At Turbo3 we are specialists in turbos for racing car engines, we repair and sell top quality turbos so that your competition cars perform at their maximum in moments of maximum power, we are official distributors of Turbos Garrett, Holset turbos, Schiwtzer Turbos, turbos Continental, Borgwarner Turbos, and Borgwarner cooling systems, Mitsubishi Turbos, IHI turbos, PBS Turbo, Kendrion Turbos, turbotechnics and Turbolader, in addition to supplying Komatsu and Toyota Turbos turbos.

Consult our turbo search engine for our wide range of turbochargers and their components

Do you know how to keep your racing turbo in full swing?

Take a look at these 6 turbo tips that Turbo3 specialists offer you


When starting your racing car from cold, do not immediately accelerate the engine from idle. Wait 5-10 seconds for engine oil to reach the turbocharger.


Never run the engine at full power until the engine oil has completely warmed up. When the lubricant is cold, it remains thick and sticky and cannot lubricate the turbocharger effectively until it is heated and diluted. And so you can end up damaging the engine and your career.


Old and used oil cannot protect the turbocharger properly. Therefore, do not extend the oil change interval beyond that recommended by the vehicle manufacturer and more in full competition where you ask for the maximum effort in the race in a very short time


Poor quality oil cannot adequately protect the turbocharger. Therefore, always use oil not only of the correct viscosity but also with the correct API quality specification (details are indicated in the vehicle manual and also on the sides of the cans).

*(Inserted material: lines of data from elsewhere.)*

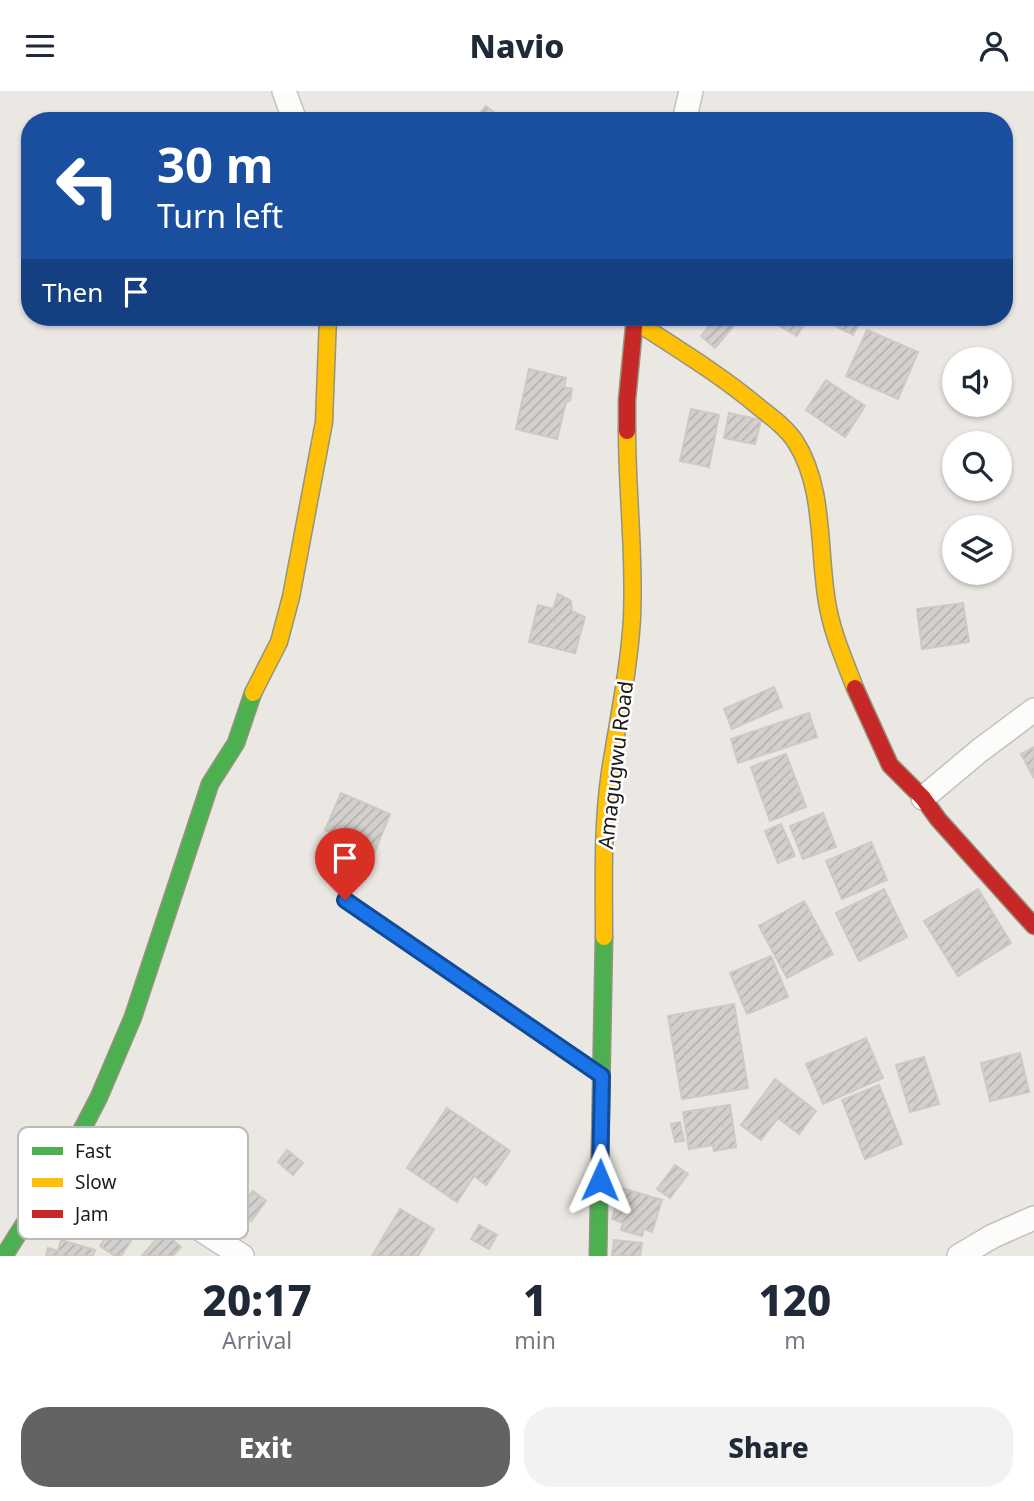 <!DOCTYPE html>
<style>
body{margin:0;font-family:"Noto Sans",sans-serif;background:#f2f2f3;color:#1f2937;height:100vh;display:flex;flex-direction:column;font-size:26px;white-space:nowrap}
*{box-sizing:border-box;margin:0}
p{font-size:23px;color:#747a83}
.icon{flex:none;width:38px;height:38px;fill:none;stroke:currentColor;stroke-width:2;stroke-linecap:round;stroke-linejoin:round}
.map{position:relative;height:1165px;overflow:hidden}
.sheet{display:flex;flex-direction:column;background:#fff;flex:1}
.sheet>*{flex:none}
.guide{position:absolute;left:21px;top:21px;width:992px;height:214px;border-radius:28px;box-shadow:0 2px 5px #0004;background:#1a4fa0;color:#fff;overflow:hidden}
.buttons{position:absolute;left:942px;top:256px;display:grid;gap:14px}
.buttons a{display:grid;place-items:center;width:70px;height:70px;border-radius:50%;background:#fff;box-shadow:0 2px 5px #0004;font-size:35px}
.pin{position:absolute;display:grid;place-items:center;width:60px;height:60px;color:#fff;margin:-72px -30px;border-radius:50% 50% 50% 0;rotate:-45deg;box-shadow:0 0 7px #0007}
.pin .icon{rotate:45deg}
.me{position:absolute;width:77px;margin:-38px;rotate:1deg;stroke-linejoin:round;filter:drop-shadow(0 0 5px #0008)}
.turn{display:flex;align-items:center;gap:24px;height:147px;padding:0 21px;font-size:32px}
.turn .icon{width:91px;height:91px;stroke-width:2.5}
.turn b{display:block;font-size:49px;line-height:60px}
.then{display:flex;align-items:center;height:66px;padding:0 21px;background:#0003;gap:14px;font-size:26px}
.eta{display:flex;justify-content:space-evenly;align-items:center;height:119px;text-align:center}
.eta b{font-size:42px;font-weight:800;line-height:49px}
.button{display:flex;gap:14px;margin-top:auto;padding:14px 21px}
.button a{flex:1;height:80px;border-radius:28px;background:#646362;color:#fff;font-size:28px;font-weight:800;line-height:80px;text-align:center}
.button a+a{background:#f2f2f3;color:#1f2937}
header{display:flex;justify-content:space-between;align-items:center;height:91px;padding:0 21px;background:#fff;font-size:32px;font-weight:800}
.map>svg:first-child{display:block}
.building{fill:url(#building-hatch);stroke:#cec9c5;stroke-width:2}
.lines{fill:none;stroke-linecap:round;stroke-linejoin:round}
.lane-casing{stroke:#c3c2c0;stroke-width:16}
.street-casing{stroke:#c3c2c0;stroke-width:26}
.fast-casing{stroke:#95947c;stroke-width:19}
.slow-casing{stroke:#95947c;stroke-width:19}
.jam-casing{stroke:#95947c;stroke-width:19}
.lane{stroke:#fcfcfb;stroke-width:12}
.street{stroke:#fcfcfb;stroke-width:23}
.fast{stroke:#4caf50;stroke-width:16}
.slow{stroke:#ffc107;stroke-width:16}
.jam{stroke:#c62828;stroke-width:16}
.route-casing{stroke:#114b97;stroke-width:18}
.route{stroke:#1a73e8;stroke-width:12}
.labels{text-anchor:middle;stroke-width:5;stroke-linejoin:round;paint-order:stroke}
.street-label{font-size:21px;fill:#1c1c1c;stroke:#fff}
.key{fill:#fff;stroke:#bbb;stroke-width:2}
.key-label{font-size:19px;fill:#1c1c1c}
</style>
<header><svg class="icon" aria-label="menu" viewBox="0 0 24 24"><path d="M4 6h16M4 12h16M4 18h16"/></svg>Navio<svg class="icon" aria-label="person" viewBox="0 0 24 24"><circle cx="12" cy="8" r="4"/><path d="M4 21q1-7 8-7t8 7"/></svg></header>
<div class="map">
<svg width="1034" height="1165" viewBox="0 0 1034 1165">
<defs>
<pattern id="building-hatch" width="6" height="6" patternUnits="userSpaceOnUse" patternTransform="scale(1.75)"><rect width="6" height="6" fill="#d3d0cd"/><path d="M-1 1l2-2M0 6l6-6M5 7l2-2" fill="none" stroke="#b5b2af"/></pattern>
</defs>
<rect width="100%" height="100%" fill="#ebe8e4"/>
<g class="building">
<path d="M486,15L505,30H474Z"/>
<path d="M520,226H545L546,228L521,233Z"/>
<path d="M717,226H741L715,257L701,245Z"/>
<path d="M764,226H808L797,245Z"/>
<path d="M821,226H862L853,244L820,227Z"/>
<path d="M867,239L918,261L898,308L846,285Z"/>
<path d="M529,278L566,287L564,296L572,298L570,310L566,311L557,348L516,338Z"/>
<path d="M826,289L865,315L845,346L806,319Z"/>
<path d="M691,318L719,324L709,376L680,370Z"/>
<path d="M729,322L761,329L755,353L724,347Z"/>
<path d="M558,503L571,510L572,520L585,526L575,562L529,551L538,514L553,518Z"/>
<path d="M963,512L969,551L922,558L917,518Z"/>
<path d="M774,596L782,616L732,638L724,618Z"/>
<path d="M809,622L817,646L738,672L731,648Z"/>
<path d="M1034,656V687L1021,663Z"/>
<path d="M786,663L806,716L770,730L751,676Z"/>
<path d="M341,702L390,723L371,770L353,762L348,772L335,767L338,759L327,754L332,742L325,739Z"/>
<path d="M823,722L836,756L803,768L790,735Z"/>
<path d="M781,733L795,765L778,772L765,740Z"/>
<path d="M871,751L887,789L842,808L826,770Z"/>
<path d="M884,798L907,846L859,870L836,822Z"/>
<path d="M978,798L1011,852L958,885L924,830Z"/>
<path d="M804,810L833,863L787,887L759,835Z"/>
<path d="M771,865L788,906L747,923L730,882Z"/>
<path d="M734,913L748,997L682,1008L668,925Z"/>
<path d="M866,947L883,987L823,1013L806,973Z"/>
<path d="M1020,962L1029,1001L990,1010L981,972Z"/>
<path d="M924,966L939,1013L910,1021L896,974Z"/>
<path d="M775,988L816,1020L799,1043L778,1027L761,1049L741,1034Z"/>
<path d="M879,994L902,1053L865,1068L842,1009Z"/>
<path d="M730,1014L736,1056L714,1060L713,1054L689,1058L683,1021Z"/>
<path d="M447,1017L510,1060L486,1094L474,1085L457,1111L407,1077Z"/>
<path d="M680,1031L684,1050L675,1051L671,1033Z"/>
<path d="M287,1059L303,1072L293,1084L278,1071Z"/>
<path d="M675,1074L688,1083L670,1107L657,1098Z"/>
<path d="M621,1097L662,1109L652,1141L644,1138L642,1145L621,1139L623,1132L612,1128Z"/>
<path d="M253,1100L266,1110L251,1130L237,1119Z"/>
<path d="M129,1110L148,1123L121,1165H115L100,1155Z"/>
<path d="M400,1118L434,1138L418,1165H372Z"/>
<path d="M479,1134L497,1144L489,1158L471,1148Z"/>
<path d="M163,1140L181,1156L173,1165H142Z"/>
<path d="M61,1149L95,1159L93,1165H46L48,1157L58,1160Z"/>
<path d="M614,1149L642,1152L640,1165H612Z"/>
</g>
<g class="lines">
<g class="lane-casing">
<path id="lane" d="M345,809L598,983"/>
</g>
<g class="street-casing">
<g id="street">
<path d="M284,0L295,30"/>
<path d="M684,30L691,0"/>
<path d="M923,707L979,660L1034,619"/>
<path d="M73,1056L242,1165"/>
<path d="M959,1165L993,1145L1034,1127"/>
</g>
</g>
<g class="fast-casing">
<g id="fast">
<path d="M4,1165L73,1056L99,1006L133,926L210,693L236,652L253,602"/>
<path d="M598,1165L604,846"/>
</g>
</g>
<g class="slow-casing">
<g id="slow">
<path d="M629,226C673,255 720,283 760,317C773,327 786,337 795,350C825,396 818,459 827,511C832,542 844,568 855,597"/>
<path d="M253,602L279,551L291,506L324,331L328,226"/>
<path d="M604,846C604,791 602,735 610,681C618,629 629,579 632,527C635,464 627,402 627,340"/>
</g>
</g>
<g class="jam-casing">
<g id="jam">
<path d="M627,340V309L635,226"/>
<path d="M855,597L890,674L923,707L938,728L1034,835"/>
</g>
</g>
<use href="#lane" class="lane"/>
<use href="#street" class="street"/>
<use href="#fast" class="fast"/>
<use href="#slow" class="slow"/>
<use href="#jam" class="jam"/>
</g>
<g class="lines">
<g class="route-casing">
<path id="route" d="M345,809L602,985L600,1089"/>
</g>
<use href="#route" class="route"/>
</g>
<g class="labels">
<g class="street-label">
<text transform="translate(616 674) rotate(-83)" y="7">Amagugwu Road</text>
</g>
</g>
<rect x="18" y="1036" width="230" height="112" rx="10" class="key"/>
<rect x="32" y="1056" width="31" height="8" fill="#4caf50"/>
<rect x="32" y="1087" width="31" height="9" fill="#ffc107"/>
<rect x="32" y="1119" width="31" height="8" fill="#c62828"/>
<g class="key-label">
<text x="75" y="1067">Fast</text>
<text x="75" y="1098">Slow</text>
<text x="75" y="1130">Jam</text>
</g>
</svg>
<div class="buttons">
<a><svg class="icon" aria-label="sound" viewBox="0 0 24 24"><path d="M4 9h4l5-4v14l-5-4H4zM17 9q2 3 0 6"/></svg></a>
<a><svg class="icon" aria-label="search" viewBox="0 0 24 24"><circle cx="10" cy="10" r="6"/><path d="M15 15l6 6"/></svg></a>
<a><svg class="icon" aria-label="layers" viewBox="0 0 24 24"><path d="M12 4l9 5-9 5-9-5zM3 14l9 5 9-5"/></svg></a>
</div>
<div class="pin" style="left:345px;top:809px;background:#d93025"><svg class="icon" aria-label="arrive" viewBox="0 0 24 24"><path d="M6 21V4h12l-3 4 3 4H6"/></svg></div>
<svg class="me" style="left:600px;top:1089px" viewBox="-20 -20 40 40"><path d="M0-17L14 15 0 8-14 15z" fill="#1a73e8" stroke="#fff" stroke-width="4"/></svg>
<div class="guide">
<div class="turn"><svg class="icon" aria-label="left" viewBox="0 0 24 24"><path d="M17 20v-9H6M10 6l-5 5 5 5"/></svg><div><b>30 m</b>Turn left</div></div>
<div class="then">Then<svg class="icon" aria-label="arrive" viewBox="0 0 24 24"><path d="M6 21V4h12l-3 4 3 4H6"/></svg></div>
</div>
</div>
<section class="sheet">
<div class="eta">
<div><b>20:17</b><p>Arrival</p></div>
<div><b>1</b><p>min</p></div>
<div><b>120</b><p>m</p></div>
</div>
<div class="button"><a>Exit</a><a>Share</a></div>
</section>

A turbocharger works harder during sustained high speeds, especially in full competition. After a long competition, a turbocharger may be on in a deep orange-red color. If so, you should not shut down the engine immediately because it can cause serious damage, as the internal turbine will not have slowed down enough, and the extreme heat generated may not have a sufficient opportunity to dissipate. Always allow the engine to idle for at least 30 seconds, before turning off the ignition. If your race car is equipped with ‘stop-start’ technology, disable it in this case, in case it is switchable.


Never ‘press’ the accelerator, before turning off the ignition. This causes the turbocharger turbines to speed up, but when the ignition is cut, you starve the lubricating turbine that is still spinning. This can damage the bearings and substantially increases the risk of premature failure.